[Opening Input records section]
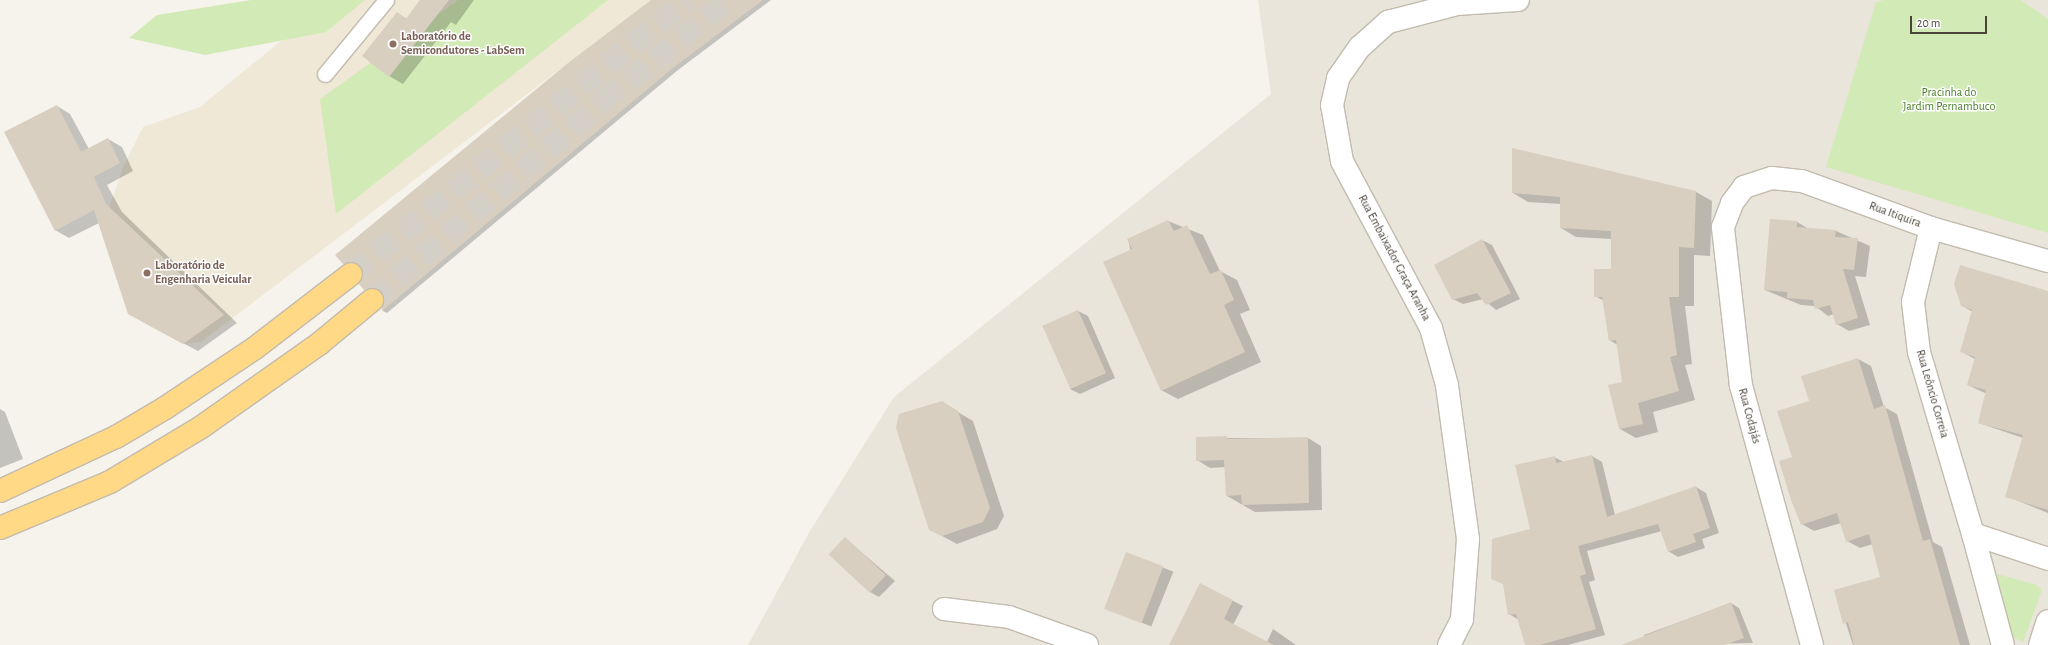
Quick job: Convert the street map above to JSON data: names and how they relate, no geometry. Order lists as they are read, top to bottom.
{
  "streets": {
    "street": [
      "Rua Itiquira",
      "Rua Embaixador Graça Aranha",
      "Rua Leôncio Correia",
      "Rua Codajás"
    ]
  },
  "crossings": [
    ["Rua Itiquira", "Rua Leôncio Correia"],
    ["Rua Itiquira", "Rua Codajás"]
  ],
  "parks": ["Pracinha do Jardim Pernambuco"],
  "places": ["Laboratório de Semicondutores - LabSem", "Laboratório de Engenharia Veicular"],
  "scale_bar": "20 m"
}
[Closing Input records section]
[Required work] Return all of the records above exactly as written. Omit each picture.

[Response to this exercise]
Quick job: Convert the street map above to JSON data: names and how they relate, no geometry. Order lists as they are read, top to bottom.
{
  "streets": {
    "street": [
      "Rua Itiquira",
      "Rua Embaixador Graça Aranha",
      "Rua Leôncio Correia",
      "Rua Codajás"
    ]
  },
  "crossings": [
    ["Rua Itiquira", "Rua Leôncio Correia"],
    ["Rua Itiquira", "Rua Codajás"]
  ],
  "parks": ["Pracinha do Jardim Pernambuco"],
  "places": ["Laboratório de Semicondutores - LabSem", "Laboratório de Engenharia Veicular"],
  "scale_bar": "20 m"
}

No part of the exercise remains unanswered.